The records below are to be restated word for word, with their images omitted.

(Input material)

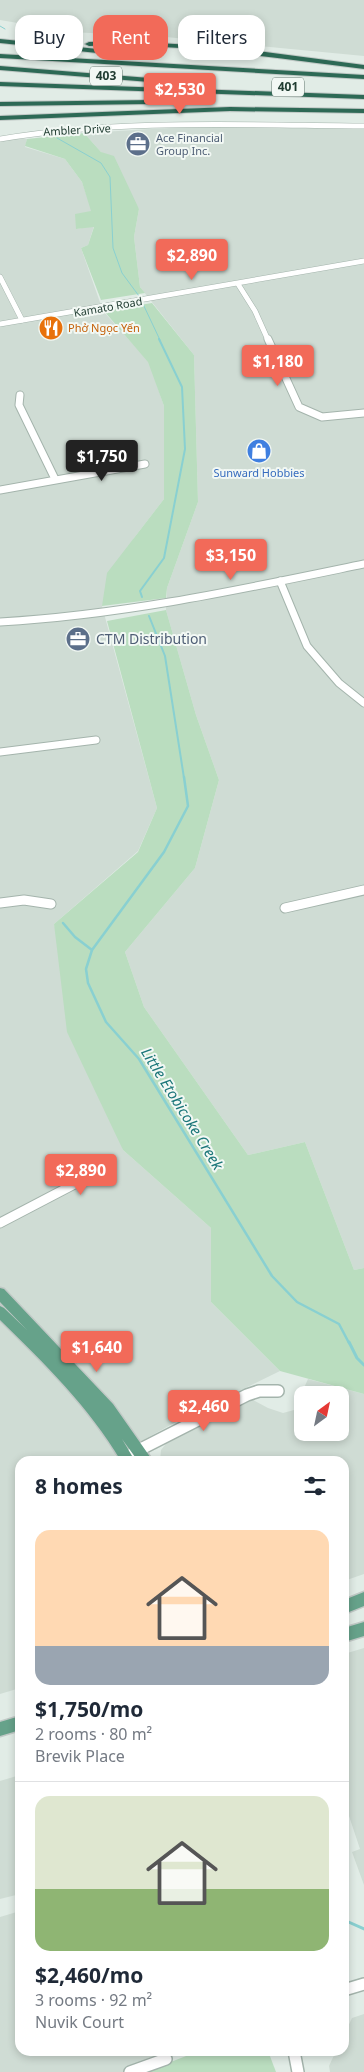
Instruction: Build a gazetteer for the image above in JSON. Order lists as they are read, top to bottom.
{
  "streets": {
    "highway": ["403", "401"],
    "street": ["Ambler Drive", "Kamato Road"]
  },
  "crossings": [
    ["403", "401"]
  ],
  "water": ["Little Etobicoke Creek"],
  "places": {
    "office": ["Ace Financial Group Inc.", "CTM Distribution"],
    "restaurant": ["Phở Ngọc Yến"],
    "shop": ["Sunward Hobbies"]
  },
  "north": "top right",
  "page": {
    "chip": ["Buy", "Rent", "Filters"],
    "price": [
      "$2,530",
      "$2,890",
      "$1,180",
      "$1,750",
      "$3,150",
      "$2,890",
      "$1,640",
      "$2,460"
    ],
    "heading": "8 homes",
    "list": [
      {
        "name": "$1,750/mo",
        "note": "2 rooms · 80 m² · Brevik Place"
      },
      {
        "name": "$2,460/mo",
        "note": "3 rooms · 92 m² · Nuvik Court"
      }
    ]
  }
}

(End Input material)

§ Answer to this task:
Instruction: Build a gazetteer for the image above in JSON. Order lists as they are read, top to bottom.
{
  "streets": {
    "highway": ["403", "401"],
    "street": ["Ambler Drive", "Kamato Road"]
  },
  "crossings": [
    ["403", "401"]
  ],
  "water": ["Little Etobicoke Creek"],
  "places": {
    "office": ["Ace Financial Group Inc.", "CTM Distribution"],
    "restaurant": ["Phở Ngọc Yến"],
    "shop": ["Sunward Hobbies"]
  },
  "north": "top right",
  "page": {
    "chip": ["Buy", "Rent", "Filters"],
    "price": [
      "$2,530",
      "$2,890",
      "$1,180",
      "$1,750",
      "$3,150",
      "$2,890",
      "$1,640",
      "$2,460"
    ],
    "heading": "8 homes",
    "list": [
      {
        "name": "$1,750/mo",
        "note": "2 rooms · 80 m² · Brevik Place"
      },
      {
        "name": "$2,460/mo",
        "note": "3 rooms · 92 m² · Nuvik Court"
      }
    ]
  }
}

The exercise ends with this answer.